Data extracted from a collection
%%

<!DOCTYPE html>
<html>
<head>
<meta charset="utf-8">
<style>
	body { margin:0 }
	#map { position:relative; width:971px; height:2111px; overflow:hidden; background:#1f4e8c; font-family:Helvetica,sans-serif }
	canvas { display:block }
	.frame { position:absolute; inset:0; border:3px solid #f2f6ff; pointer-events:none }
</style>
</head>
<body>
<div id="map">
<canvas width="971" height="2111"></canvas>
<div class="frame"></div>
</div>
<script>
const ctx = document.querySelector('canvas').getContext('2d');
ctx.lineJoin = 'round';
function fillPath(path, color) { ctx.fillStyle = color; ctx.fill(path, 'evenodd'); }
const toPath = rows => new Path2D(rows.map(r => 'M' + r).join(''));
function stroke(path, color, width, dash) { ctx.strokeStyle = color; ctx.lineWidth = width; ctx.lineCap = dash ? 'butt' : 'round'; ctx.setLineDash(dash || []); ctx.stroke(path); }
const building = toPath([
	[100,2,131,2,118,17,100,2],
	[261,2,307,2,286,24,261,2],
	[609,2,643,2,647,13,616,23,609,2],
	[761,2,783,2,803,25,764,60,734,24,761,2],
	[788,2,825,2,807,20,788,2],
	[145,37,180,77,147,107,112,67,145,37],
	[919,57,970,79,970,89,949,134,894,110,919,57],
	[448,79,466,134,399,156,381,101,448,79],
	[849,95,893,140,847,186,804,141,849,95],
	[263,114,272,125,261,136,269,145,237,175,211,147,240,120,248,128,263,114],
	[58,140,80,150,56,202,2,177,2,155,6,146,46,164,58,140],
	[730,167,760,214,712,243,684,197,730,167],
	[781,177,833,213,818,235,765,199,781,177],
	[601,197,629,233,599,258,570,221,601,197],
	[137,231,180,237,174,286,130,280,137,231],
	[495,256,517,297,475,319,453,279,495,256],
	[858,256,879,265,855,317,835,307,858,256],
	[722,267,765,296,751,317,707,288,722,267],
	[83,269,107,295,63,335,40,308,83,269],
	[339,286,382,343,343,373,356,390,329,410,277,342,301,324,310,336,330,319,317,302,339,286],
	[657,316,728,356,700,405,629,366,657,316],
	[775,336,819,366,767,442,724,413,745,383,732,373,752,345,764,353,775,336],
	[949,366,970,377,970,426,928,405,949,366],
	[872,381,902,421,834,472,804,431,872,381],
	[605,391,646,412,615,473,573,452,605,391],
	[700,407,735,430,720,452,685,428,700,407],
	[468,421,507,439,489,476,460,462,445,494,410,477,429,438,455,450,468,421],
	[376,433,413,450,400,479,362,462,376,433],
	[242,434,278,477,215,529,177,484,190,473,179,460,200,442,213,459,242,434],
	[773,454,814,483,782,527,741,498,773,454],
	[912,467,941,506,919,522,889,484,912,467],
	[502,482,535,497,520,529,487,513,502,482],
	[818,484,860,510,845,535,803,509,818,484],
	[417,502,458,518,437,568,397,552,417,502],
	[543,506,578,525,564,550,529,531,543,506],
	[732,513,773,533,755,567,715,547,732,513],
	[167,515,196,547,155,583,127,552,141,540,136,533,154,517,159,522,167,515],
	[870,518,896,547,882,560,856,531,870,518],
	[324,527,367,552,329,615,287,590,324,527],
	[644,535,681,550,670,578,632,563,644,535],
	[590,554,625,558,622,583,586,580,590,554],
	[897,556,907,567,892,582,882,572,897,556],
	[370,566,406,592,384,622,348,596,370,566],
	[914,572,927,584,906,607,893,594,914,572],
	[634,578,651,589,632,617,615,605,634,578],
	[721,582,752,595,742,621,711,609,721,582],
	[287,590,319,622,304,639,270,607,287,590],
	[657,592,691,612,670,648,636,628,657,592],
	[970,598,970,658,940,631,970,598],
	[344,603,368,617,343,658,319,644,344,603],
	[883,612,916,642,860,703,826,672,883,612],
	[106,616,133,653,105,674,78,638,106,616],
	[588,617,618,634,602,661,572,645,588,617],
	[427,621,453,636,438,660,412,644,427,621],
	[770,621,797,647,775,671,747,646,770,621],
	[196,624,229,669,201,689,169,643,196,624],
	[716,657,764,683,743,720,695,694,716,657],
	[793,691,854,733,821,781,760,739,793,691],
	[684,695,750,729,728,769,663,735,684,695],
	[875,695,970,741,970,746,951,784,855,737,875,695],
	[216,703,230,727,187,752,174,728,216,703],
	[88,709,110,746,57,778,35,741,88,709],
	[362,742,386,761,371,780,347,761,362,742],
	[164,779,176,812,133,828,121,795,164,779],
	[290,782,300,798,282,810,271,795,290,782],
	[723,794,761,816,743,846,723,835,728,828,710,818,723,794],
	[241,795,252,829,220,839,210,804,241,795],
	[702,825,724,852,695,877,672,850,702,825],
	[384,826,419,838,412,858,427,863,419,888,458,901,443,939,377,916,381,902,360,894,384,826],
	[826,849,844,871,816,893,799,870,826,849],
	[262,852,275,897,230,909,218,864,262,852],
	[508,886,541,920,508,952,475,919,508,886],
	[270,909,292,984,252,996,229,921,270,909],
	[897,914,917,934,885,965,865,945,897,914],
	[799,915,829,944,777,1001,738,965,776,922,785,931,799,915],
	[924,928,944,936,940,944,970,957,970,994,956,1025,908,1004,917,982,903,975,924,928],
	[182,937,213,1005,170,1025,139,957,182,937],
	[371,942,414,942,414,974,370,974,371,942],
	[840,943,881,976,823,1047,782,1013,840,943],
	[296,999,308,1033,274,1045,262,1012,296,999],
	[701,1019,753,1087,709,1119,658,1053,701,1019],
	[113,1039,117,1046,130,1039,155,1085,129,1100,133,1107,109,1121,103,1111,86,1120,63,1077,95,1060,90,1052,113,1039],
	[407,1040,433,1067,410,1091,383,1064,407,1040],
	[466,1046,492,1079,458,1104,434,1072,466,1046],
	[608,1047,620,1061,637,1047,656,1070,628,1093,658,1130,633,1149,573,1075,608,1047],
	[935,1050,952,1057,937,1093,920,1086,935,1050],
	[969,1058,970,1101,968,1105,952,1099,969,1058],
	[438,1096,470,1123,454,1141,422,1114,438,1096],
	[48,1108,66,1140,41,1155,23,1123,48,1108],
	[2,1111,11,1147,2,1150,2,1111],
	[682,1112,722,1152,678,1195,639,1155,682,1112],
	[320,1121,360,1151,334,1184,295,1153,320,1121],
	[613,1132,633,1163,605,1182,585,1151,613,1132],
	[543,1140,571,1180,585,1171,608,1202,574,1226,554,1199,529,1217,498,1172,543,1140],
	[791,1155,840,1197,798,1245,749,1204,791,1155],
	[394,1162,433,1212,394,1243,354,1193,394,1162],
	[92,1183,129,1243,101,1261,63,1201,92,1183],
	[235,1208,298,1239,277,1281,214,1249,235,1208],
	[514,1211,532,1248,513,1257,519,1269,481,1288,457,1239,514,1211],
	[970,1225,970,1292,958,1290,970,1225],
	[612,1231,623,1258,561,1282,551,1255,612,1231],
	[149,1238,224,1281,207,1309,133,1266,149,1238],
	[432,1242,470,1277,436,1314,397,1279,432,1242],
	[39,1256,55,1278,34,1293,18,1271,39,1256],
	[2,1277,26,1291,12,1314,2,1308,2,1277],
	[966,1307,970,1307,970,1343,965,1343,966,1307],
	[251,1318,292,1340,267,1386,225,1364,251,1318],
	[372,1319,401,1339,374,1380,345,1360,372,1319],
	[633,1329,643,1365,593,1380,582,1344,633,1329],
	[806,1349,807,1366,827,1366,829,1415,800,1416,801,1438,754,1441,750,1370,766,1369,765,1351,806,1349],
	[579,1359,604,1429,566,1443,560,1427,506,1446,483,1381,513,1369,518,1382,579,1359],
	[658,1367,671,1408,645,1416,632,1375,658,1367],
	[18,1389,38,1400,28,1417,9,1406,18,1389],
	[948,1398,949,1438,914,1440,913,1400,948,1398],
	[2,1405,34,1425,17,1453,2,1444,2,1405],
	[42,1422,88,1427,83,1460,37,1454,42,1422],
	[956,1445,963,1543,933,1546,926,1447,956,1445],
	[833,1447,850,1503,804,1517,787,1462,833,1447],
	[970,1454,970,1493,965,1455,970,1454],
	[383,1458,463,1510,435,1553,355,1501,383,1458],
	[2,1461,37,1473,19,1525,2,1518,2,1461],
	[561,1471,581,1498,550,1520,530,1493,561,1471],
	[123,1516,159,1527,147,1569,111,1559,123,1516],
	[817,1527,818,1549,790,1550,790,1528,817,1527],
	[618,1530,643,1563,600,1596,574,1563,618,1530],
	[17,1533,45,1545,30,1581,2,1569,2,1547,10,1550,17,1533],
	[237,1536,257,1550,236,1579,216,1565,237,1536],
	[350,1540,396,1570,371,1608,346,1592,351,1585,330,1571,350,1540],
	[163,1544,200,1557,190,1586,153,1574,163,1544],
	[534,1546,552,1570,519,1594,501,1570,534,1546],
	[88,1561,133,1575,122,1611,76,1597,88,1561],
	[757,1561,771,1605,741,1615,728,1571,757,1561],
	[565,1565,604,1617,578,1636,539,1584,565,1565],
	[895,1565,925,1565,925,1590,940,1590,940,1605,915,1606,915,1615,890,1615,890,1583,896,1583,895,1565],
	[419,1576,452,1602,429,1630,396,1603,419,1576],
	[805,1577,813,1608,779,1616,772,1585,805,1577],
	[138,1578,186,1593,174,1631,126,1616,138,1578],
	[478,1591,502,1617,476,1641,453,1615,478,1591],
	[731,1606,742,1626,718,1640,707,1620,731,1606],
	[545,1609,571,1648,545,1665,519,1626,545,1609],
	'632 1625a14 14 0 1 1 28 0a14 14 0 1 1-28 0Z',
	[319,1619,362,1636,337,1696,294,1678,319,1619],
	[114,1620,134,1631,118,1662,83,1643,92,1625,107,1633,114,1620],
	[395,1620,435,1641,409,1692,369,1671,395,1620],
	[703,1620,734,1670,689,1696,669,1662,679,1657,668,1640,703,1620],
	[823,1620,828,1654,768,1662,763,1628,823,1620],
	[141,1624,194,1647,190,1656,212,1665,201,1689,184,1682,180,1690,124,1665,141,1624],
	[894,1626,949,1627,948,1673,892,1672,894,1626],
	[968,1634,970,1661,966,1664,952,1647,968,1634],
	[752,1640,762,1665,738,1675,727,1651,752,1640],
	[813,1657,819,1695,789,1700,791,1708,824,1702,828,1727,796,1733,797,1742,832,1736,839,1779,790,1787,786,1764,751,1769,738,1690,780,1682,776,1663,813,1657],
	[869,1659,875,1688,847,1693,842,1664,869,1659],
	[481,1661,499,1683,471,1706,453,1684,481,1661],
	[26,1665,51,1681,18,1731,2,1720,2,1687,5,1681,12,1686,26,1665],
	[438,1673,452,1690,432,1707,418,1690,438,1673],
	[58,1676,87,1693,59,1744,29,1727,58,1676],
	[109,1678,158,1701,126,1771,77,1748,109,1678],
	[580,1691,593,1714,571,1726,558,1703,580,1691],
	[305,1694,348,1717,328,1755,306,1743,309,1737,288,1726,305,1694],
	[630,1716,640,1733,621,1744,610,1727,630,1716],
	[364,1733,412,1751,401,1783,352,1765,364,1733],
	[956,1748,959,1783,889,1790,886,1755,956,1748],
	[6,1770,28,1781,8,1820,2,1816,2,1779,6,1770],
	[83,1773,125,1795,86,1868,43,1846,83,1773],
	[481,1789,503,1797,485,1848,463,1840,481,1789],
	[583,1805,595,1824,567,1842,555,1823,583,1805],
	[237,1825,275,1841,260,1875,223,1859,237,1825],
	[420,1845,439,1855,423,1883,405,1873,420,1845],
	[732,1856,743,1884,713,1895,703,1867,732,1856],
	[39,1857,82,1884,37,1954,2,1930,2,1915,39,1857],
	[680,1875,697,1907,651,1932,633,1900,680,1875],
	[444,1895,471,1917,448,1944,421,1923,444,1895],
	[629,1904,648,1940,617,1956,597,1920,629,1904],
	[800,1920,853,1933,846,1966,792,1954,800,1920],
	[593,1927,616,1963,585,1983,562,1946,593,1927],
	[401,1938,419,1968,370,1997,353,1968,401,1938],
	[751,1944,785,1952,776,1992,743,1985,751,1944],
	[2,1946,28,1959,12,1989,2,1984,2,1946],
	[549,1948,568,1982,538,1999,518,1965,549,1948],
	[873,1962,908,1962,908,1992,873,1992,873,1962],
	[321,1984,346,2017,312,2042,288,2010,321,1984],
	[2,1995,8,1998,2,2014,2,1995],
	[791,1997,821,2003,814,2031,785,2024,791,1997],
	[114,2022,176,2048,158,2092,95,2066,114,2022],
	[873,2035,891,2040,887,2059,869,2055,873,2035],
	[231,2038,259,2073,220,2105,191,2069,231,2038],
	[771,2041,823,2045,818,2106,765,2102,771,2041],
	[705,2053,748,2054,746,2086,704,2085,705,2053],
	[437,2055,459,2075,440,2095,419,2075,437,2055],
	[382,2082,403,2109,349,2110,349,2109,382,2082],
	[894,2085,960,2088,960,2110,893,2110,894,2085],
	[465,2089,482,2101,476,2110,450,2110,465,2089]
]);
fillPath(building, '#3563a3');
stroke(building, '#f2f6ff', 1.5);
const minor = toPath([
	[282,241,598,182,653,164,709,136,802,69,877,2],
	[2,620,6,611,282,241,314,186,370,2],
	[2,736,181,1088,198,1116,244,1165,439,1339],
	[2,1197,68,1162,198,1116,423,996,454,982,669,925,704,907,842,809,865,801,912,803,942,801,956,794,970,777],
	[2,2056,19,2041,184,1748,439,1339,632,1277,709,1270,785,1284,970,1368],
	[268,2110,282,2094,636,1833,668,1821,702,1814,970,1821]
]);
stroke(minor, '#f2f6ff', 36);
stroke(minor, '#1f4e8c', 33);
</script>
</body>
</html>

%%

- Exercise aim: Each line from the top of the data, up to and including the line that contains "const toPath = rows", should be set down exactly.

- Task output:
<!DOCTYPE html>
<html>
<head>
<meta charset="utf-8">
<style>
	body { margin:0 }
	#map { position:relative; width:971px; height:2111px; overflow:hidden; background:#1f4e8c; font-family:Helvetica,sans-serif }
	canvas { display:block }
	.frame { position:absolute; inset:0; border:3px solid #f2f6ff; pointer-events:none }
</style>
</head>
<body>
<div id="map">
<canvas width="971" height="2111"></canvas>
<div class="frame"></div>
</div>
<script>
const ctx = document.querySelector('canvas').getContext('2d');
ctx.lineJoin = 'round';
function fillPath(path, color) { ctx.fillStyle = color; ctx.fill(path, 'evenodd'); }
const toPath = rows => new Path2D(rows.map(r => 'M' + r).join(''));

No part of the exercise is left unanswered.